Exercise prompt — Every entry is to be transcribed as it stands. Images stay out.

Saved data entries:
========

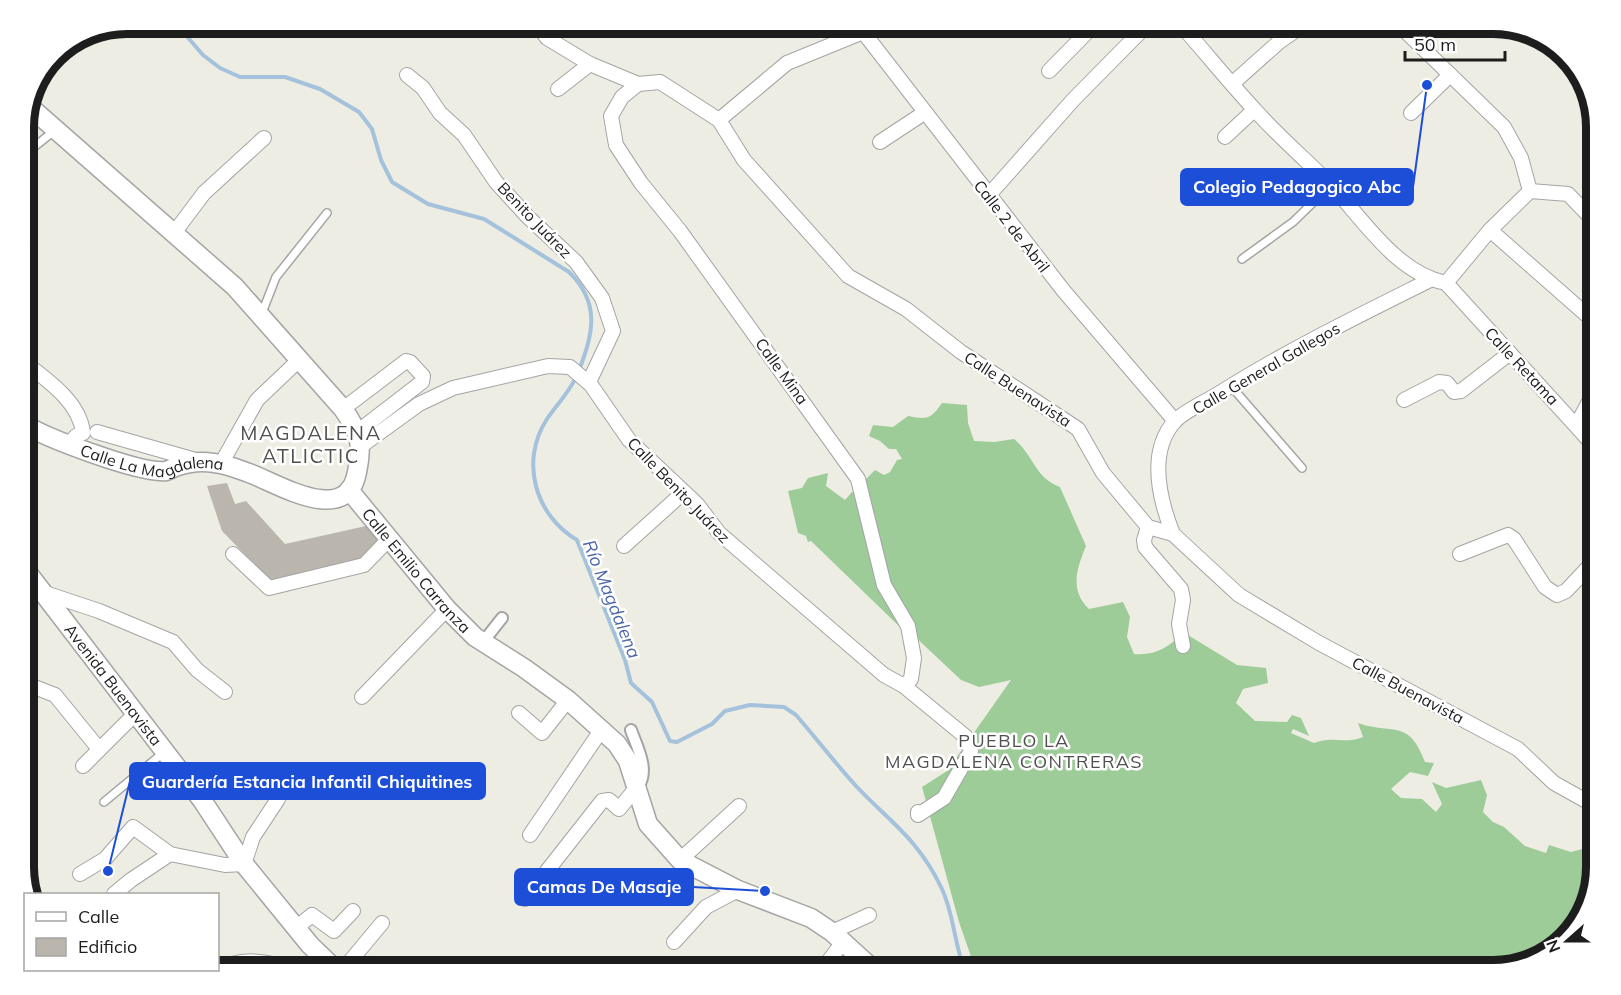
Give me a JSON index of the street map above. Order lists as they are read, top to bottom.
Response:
{
  "streets": {
    "street": [
      "Benito Juárez",
      "Calle 2 de Abril",
      "Calle Retama",
      "Calle General Gallegos",
      "Calle Mina",
      "Calle Buenavista",
      "Calle La Magdalena",
      "Calle Benito Juárez",
      "Calle Emilio Carranza",
      "Avenida Buenavista"
    ]
  },
  "crossings": [
    ["Benito Juárez", "Calle Benito Juárez"],
    ["Calle 2 de Abril", "Calle General Gallegos"],
    ["Calle General Gallegos", "Calle Buenavista"],
    ["Calle Mina", "Calle Buenavista"],
    ["Calle Mina", "Calle Benito Juárez"],
    ["Calle La Magdalena", "Calle Emilio Carranza"]
  ],
  "districts": ["MAGDALENA ATLICTIC", "PUEBLO LA MAGDALENA CONTRERAS"],
  "water": ["Río Magdalena"],
  "places": ["Colegio Pedagogico Abc", "Guardería Estancia Infantil Chiquitines", "Camas De Masaje"],
  "legend": ["Calle", "Edificio"],
  "scale_bar": "50 m",
  "north": "left"
}
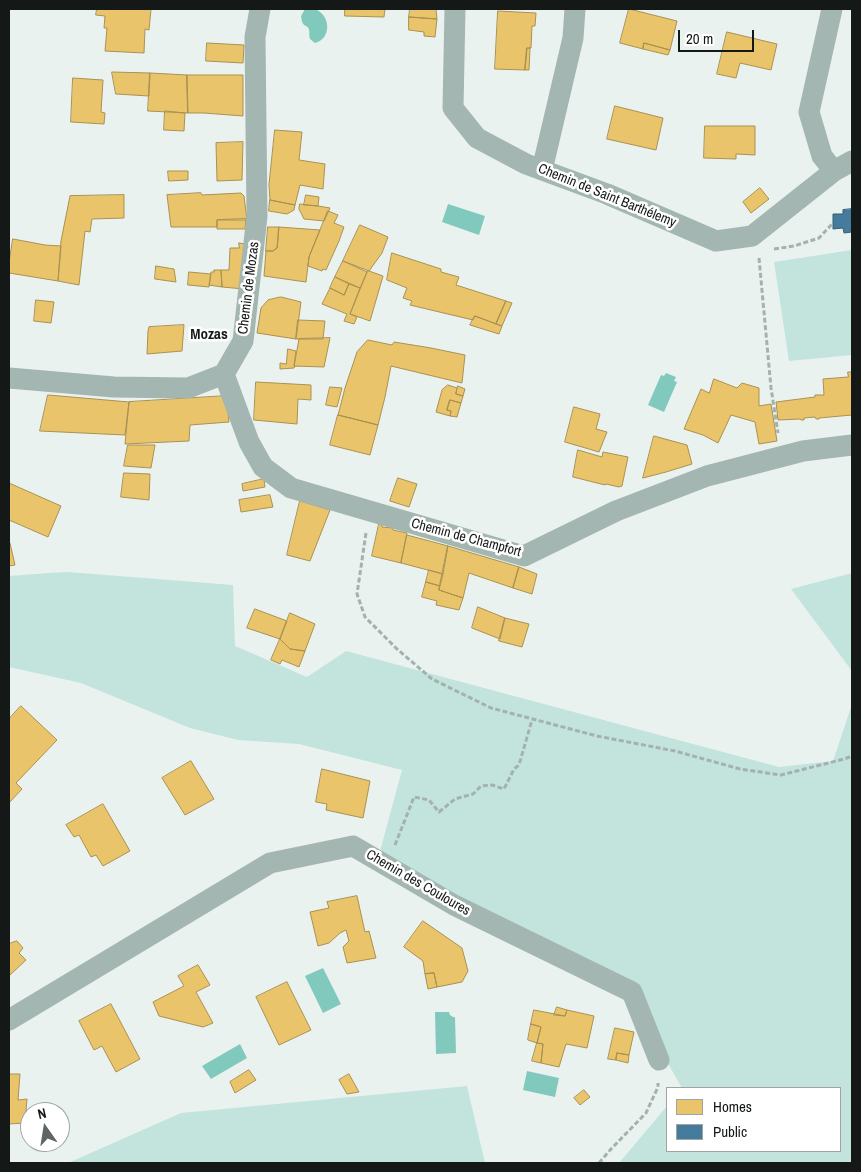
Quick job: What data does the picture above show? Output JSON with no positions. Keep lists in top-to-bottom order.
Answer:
{
  "streets": {
    "street": [
      "Chemin de Saint Barthélemy",
      "Chemin de Mozas",
      "Chemin de Champfort",
      "Chemin des Couloures"
    ]
  },
  "crossings": [
    ["Chemin de Mozas", "Chemin de Champfort"]
  ],
  "districts": ["Mozas"],
  "legend": ["Homes", "Public"],
  "scale_bar": "20 m",
  "north": "top"
}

========

Task answer —
Give me a JSON index of the street map above. Order lists as they are read, top to bottom.
Response:
{
  "streets": {
    "street": [
      "Benito Juárez",
      "Calle 2 de Abril",
      "Calle Retama",
      "Calle General Gallegos",
      "Calle Mina",
      "Calle Buenavista",
      "Calle La Magdalena",
      "Calle Benito Juárez",
      "Calle Emilio Carranza",
      "Avenida Buenavista"
    ]
  },
  "crossings": [
    ["Benito Juárez", "Calle Benito Juárez"],
    ["Calle 2 de Abril", "Calle General Gallegos"],
    ["Calle General Gallegos", "Calle Buenavista"],
    ["Calle Mina", "Calle Buenavista"],
    ["Calle Mina", "Calle Benito Juárez"],
    ["Calle La Magdalena", "Calle Emilio Carranza"]
  ],
  "districts": ["MAGDALENA ATLICTIC", "PUEBLO LA MAGDALENA CONTRERAS"],
  "water": ["Río Magdalena"],
  "places": ["Colegio Pedagogico Abc", "Guardería Estancia Infantil Chiquitines", "Camas De Masaje"],
  "legend": ["Calle", "Edificio"],
  "scale_bar": "50 m",
  "north": "left"
}
Quick job: What data does the picture above show? Output JSON with no positions. Keep lists in top-to-bottom order.
Answer:
{
  "streets": {
    "street": [
      "Chemin de Saint Barthélemy",
      "Chemin de Mozas",
      "Chemin de Champfort",
      "Chemin des Couloures"
    ]
  },
  "crossings": [
    ["Chemin de Mozas", "Chemin de Champfort"]
  ],
  "districts": ["Mozas"],
  "legend": ["Homes", "Public"],
  "scale_bar": "20 m",
  "north": "top"
}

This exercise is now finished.